Records for the exercise Start Marker

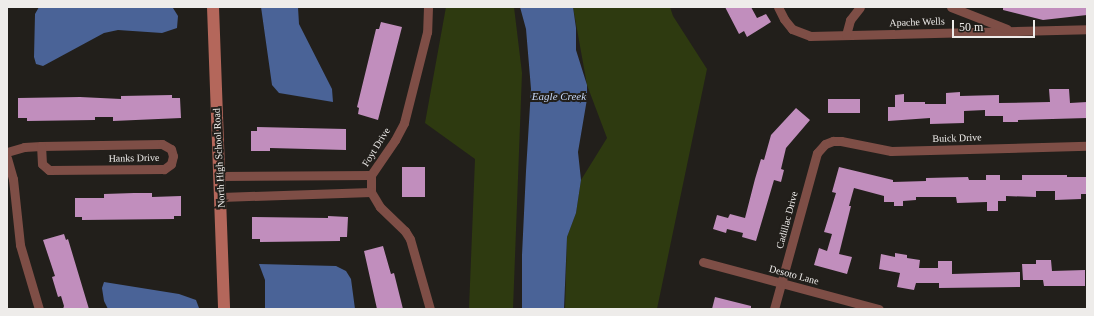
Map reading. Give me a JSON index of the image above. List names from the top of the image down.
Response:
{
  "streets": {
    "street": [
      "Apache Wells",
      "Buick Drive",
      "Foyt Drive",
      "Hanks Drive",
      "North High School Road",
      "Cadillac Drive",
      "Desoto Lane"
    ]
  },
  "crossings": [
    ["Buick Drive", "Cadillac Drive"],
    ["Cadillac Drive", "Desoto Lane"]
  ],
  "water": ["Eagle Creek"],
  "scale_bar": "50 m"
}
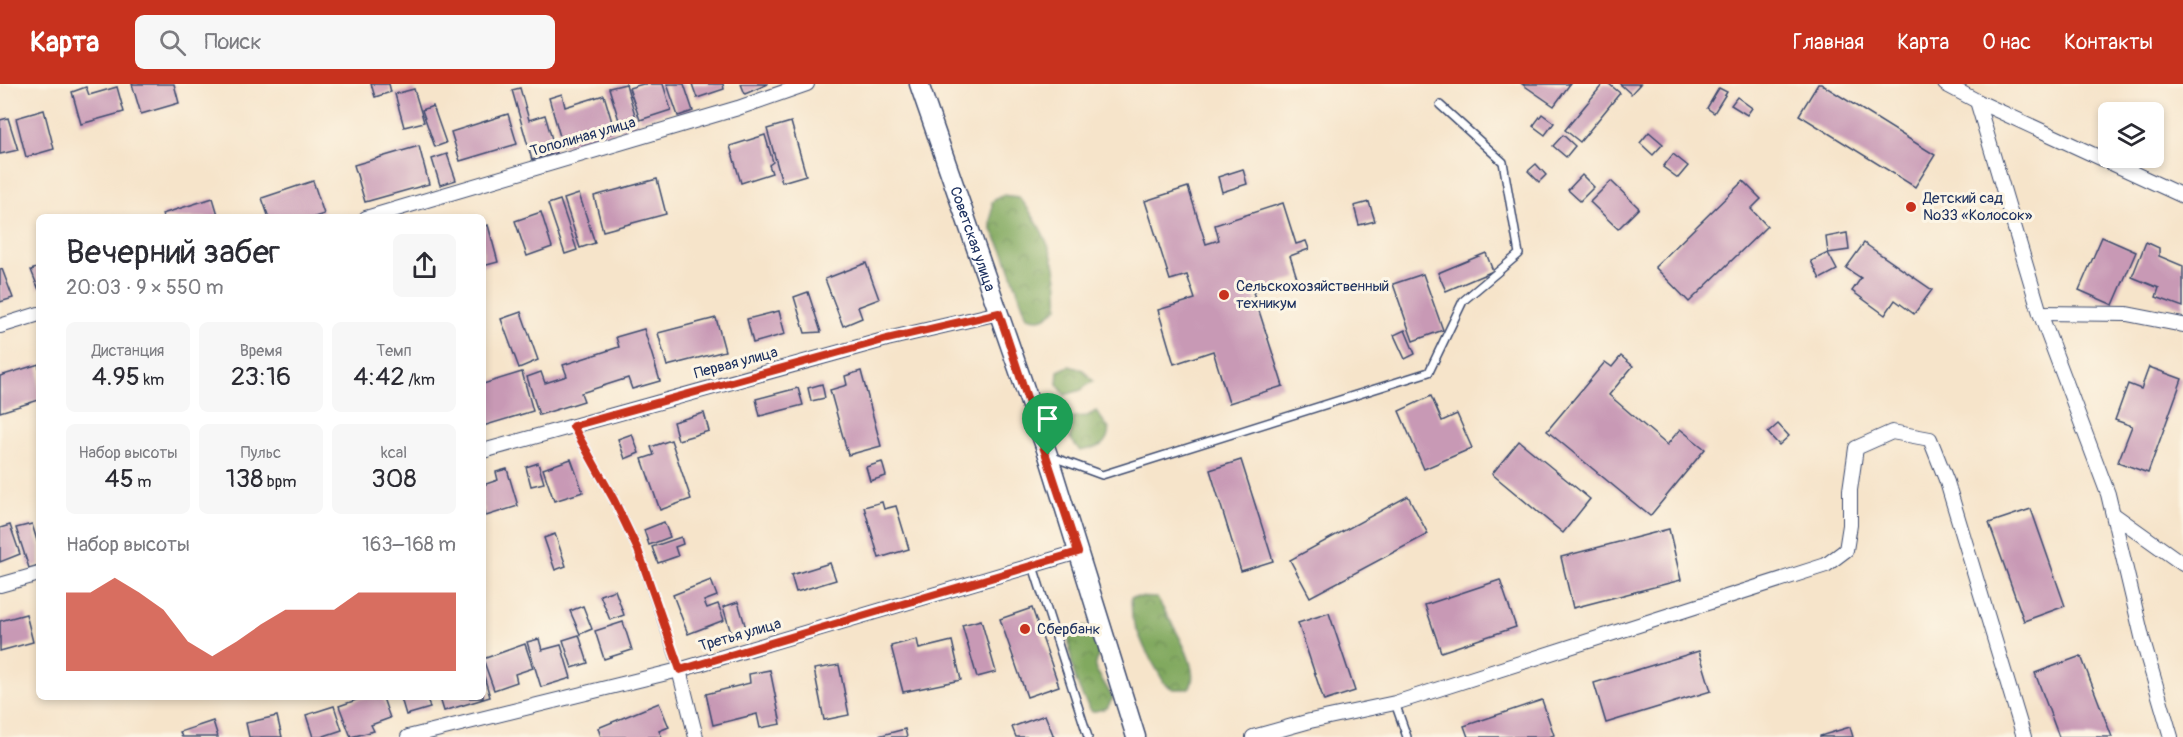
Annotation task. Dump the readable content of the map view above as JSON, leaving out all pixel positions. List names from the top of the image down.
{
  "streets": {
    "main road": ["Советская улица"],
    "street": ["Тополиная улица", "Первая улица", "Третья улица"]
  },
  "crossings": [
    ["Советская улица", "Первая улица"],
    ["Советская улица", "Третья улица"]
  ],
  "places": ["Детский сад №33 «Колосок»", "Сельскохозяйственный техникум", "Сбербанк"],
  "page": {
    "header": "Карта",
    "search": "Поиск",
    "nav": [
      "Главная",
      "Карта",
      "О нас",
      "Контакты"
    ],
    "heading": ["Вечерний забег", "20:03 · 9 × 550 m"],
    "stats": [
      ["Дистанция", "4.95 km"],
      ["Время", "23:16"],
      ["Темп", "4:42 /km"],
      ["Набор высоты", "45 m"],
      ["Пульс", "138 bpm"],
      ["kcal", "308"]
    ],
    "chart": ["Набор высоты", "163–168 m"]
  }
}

Records for the exercise End Marker
Records for the exercise Start Marker

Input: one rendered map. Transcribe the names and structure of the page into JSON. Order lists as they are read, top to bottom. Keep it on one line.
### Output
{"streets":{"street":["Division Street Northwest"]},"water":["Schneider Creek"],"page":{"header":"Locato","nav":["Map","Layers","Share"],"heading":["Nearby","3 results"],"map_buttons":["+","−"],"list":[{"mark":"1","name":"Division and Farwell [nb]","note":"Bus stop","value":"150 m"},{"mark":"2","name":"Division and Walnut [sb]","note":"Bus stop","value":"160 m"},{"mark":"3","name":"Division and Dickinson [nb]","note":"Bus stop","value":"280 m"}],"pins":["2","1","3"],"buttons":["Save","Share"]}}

Records for the exercise End Marker
Records for the exercise Start Marker

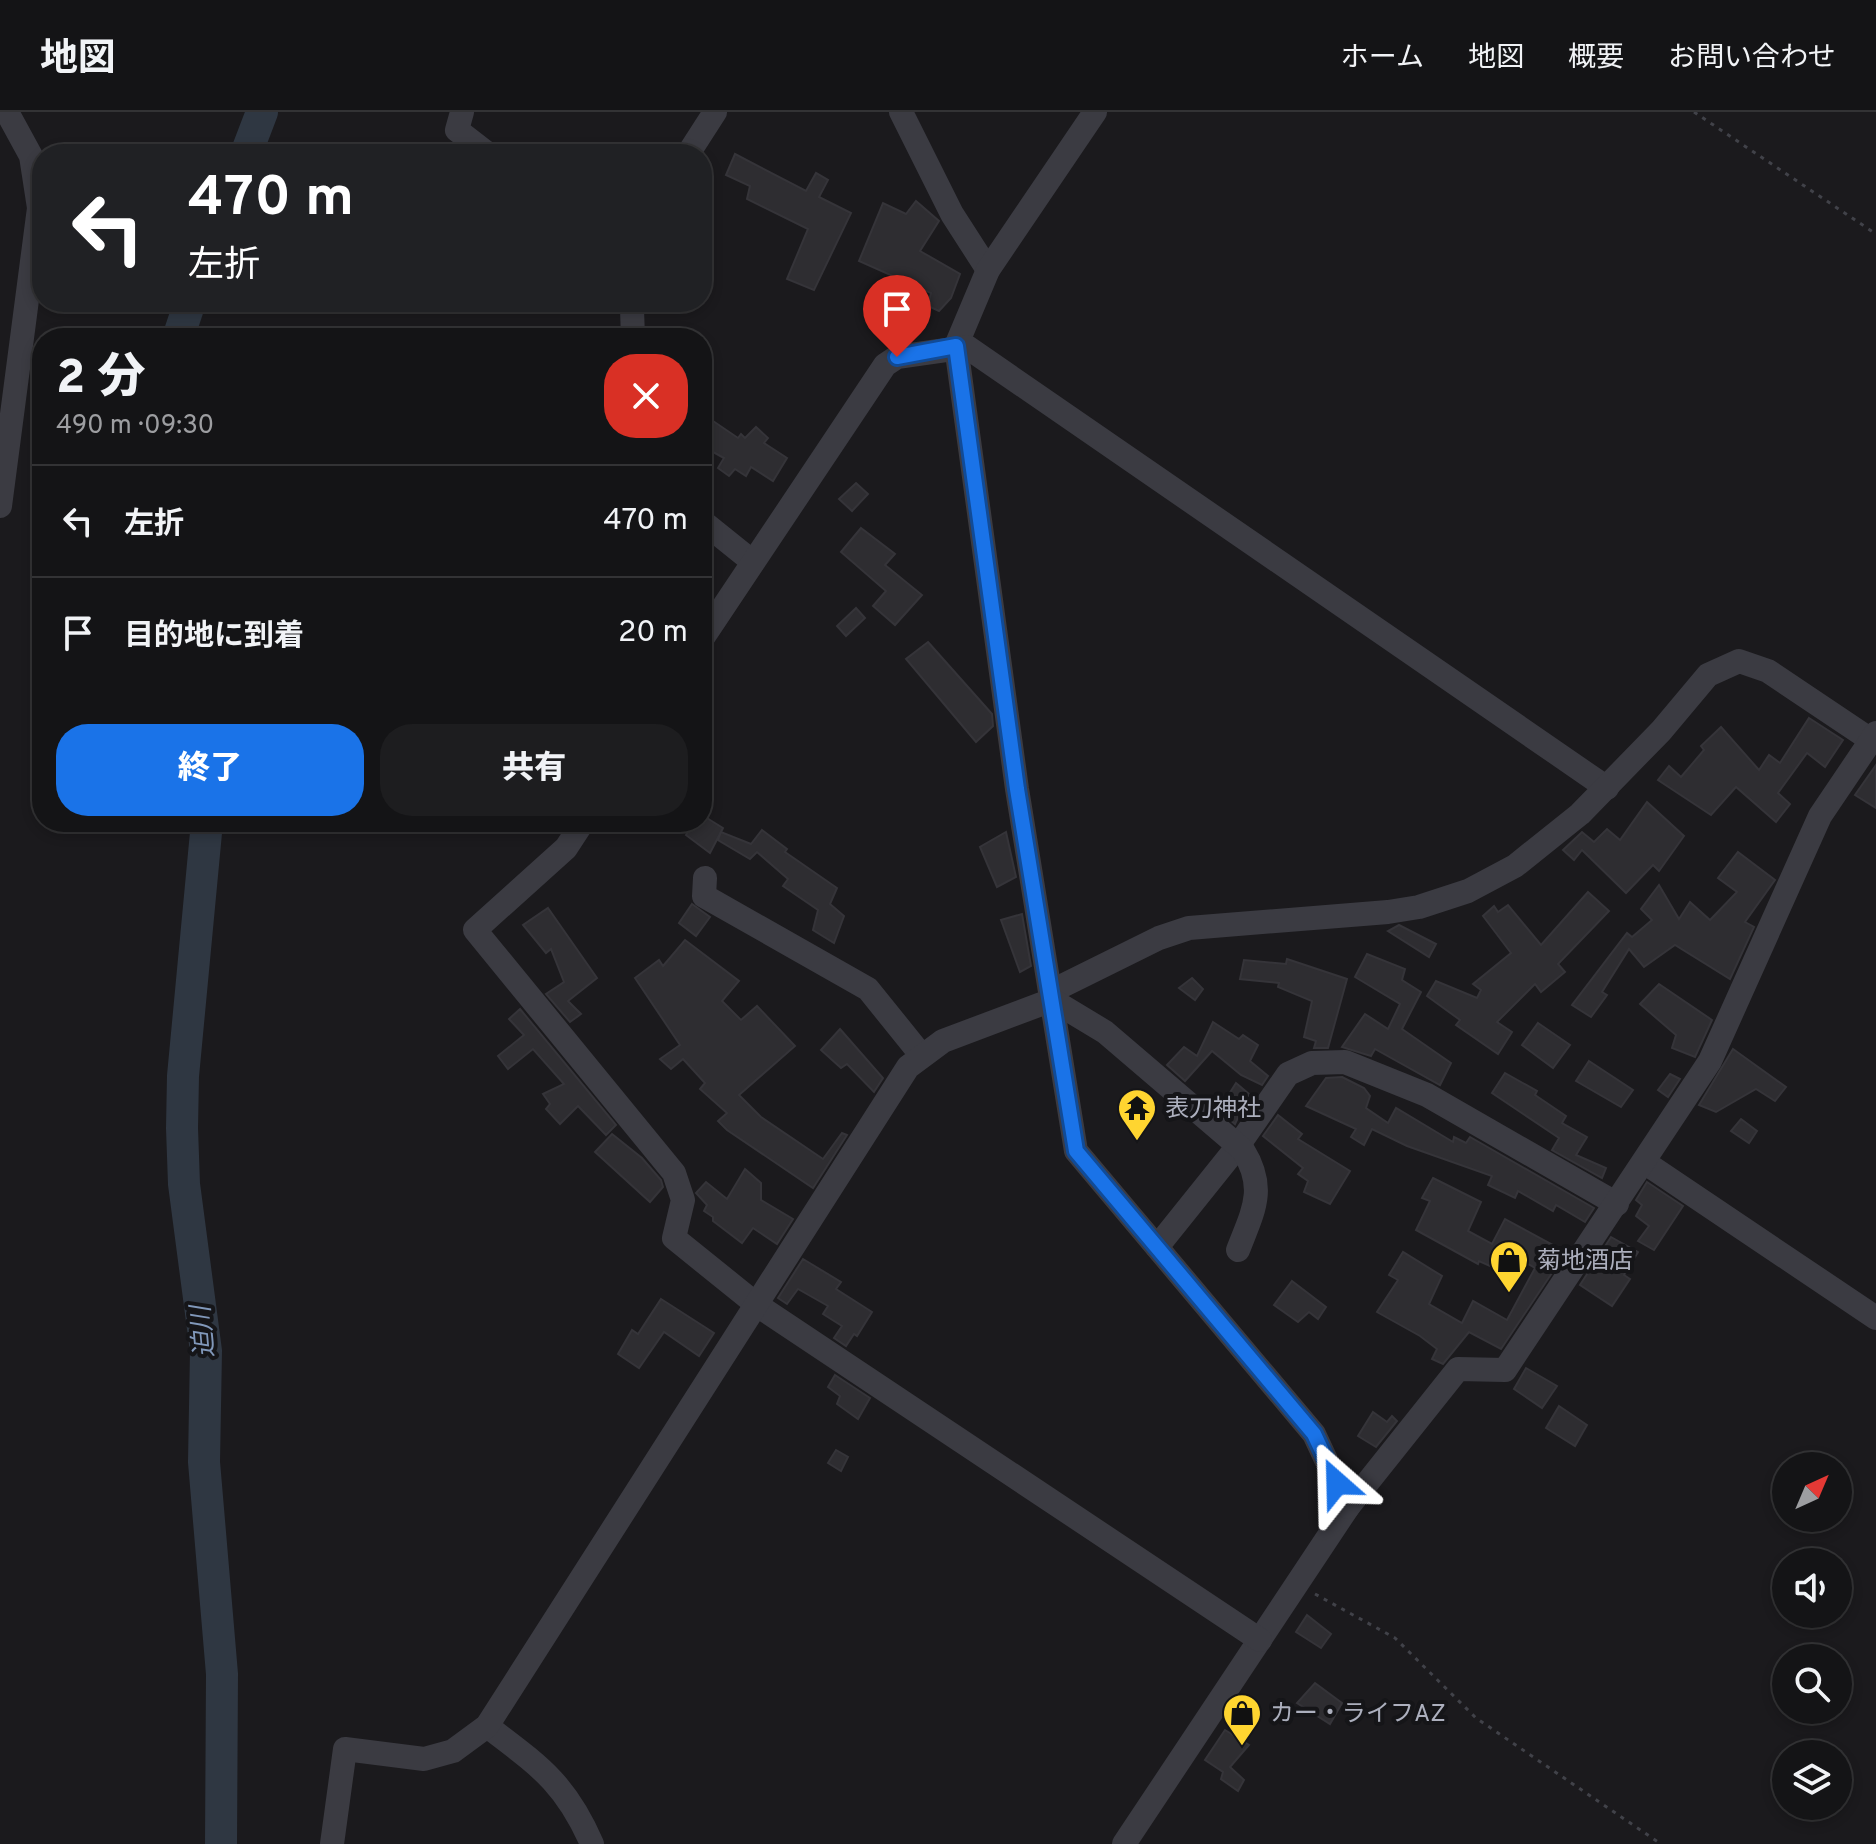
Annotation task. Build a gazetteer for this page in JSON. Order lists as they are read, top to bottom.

Records for the exercise End Marker

Task objective -
All lines with the word "they" are needed; pull them from the entries and copy each.

Your response -
Input: one rendered map. Transcribe the names and structure of the page into JSON. Order lists as they are read, top to bottom. Keep it on one line.
Annotation task. Build a gazetteer for this page in JSON. Order lists as they are read, top to bottom.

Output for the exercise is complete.